Les documents de droit international sur le sujet ne sont pas légion, la question de la souveraineté sur ces ilots déserts  et leur éloignement en mer n’ayant pas beaucoup préoccupé les pays voisins et leurs diplomates dans les temps anciens.

A partir du 14° siècle l’archipel est connu car il se trouve sur la route maritime reliant l’empire chinois au royaume de Ryükyü. Ce royaume insulaire indépendant dont l’ile d’Okinawa est le centre  va durer du 15° siècle au 19° siècle et connaitra une période de grande prospérité aux 16°et  17°siècles.   Il est un  carrefour d’échanges entre la Chine le Japon et la Corée et permet aux empires rivaux de contourner les interdits commerciaux officiels entre ces pays. Des échanges culturels intenses accompagnent ces échanges commerciaux comme en atteste le patrimoine architecturel et artistique du royaume où les trois influences extérieures : coréenne, japonaise et chinoise sont visibles. Le statut des Diaoyu/Senkaku n’est pas clarifié mais le géographe japonais Hayashi Shibei qui établit une carte de la région en 1785 les considère comme territoire chinois en leur attribuant le seul nom de Diaoyu. Il ne fait que suivre le mouvement général : les cartes de l’époque qu’elles soient établies par des chinois ou par des navigateurs européens rangent toutes  les ilots parmi les possessions chinoises et les colorient comme la Chine. D’autre part il est établi que le royaume de Ryukyu payait tribut à l’empereur de Chine dont il était de fait le vassal.
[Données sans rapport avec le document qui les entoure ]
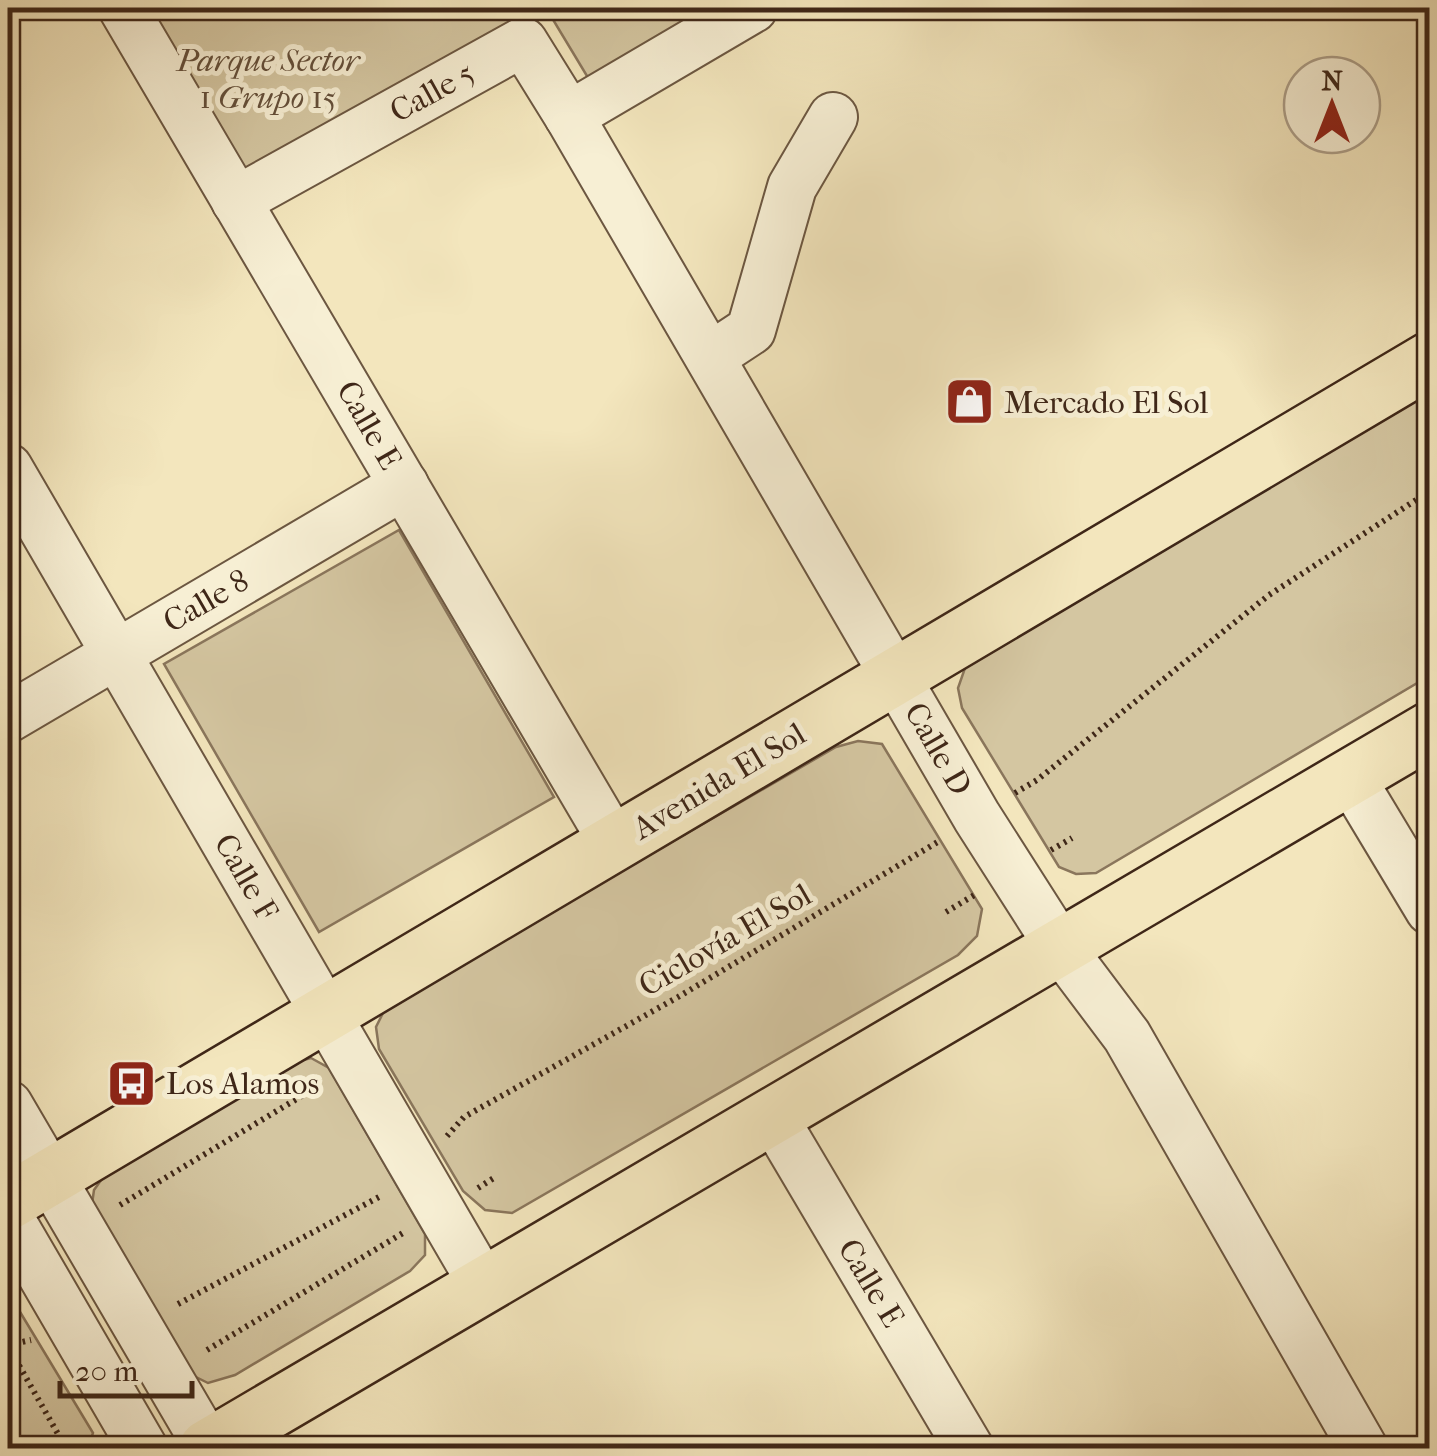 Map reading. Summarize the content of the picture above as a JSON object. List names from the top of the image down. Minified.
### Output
{"streets":{"main road":["Avenida El Sol"],"street":["Calle 5","Calle E","Calle 8","Calle D","Calle F"],"path":["Ciclovía El Sol"]},"crossings":[["Calle 5","Calle E"],["Calle 5","Calle D"],["Calle E","Calle 8"],["Calle E","Avenida El Sol"],["Calle 8","Calle F"],["Calle D","Avenida El Sol"],["Calle D","Ciclovía El Sol"],["Avenida El Sol","Calle F"],["Calle F","Ciclovía El Sol"]],"parks":["Parque Sector 1 Grupo 15"],"places":{"shop":["Mercado El Sol"],"bus stop":["Los Alamos"]},"scale_bar":"20 m","north":"top"} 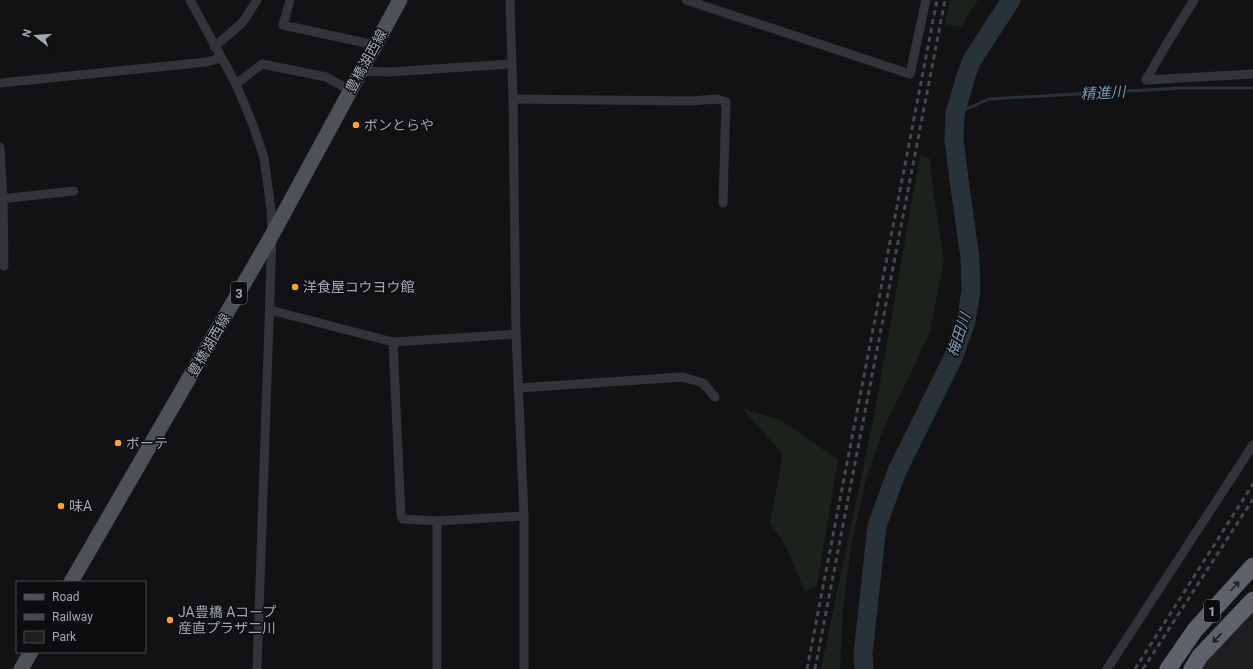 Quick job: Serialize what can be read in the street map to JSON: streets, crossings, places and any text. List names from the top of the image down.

En 1879 le Japon, profitant de l’affaiblissement de la Chine, annexe le royaume. Le roi Sho Tai est destitué et, affublé d’un titre de marquis, installé de force au Japon. Le royaume devient alors la préfecture d’Okinawa. Cette annexion est confirmée par le traité de Shimonoseki (1897). Mais ce traité qui vient concrétiser la défaite chinoise dans la guerre sino-japonaise de 1894-1895 ne mentionne pas expressément les Diaoyu. Dans ce traité le Japon enlève Formose (aujourd’hui Taiwan) à la Chine et va ensuite tenter d’argumenter en disant que les ilots situés entre Formose et Okinawa font partie du lot.
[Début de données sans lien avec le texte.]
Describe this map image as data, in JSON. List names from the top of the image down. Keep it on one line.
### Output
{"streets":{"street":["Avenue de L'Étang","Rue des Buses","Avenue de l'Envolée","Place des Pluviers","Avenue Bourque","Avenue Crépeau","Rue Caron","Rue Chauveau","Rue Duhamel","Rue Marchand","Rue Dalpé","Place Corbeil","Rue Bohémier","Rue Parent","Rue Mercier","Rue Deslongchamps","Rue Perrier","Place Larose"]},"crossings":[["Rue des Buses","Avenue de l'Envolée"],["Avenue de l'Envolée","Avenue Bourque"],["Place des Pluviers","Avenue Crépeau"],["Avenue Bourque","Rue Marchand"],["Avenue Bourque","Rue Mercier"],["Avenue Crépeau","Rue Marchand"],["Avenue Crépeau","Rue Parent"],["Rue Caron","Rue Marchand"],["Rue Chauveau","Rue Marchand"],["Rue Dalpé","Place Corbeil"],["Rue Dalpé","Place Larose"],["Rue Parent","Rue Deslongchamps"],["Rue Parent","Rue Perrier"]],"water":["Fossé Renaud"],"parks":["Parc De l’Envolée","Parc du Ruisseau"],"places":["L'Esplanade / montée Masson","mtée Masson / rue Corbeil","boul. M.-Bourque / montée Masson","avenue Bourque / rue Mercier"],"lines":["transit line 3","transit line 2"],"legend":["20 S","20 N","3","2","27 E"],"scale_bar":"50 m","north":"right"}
La politique impérialiste du Japon contre la Chine se poursuivra jusqu’à sa défaite et sa capitulation en 1945, mais dés la Conférence du Caire en 1943 à laquelle participe Tchang Kai-Chek avec Churchill et Roosevelt les revendications de la Chine nationaliste pour la récupération des terres chinoises annexées par la Japon Impérial sont retenues. Taiwan doit revenir à la Chine comme les Diaoyu gérées à l’époque par le « préfet » japonais de Taibei (version japonaise de Taipeh). Le communiqué final de la conférence de Postdam confirmera les accords passés au Caire.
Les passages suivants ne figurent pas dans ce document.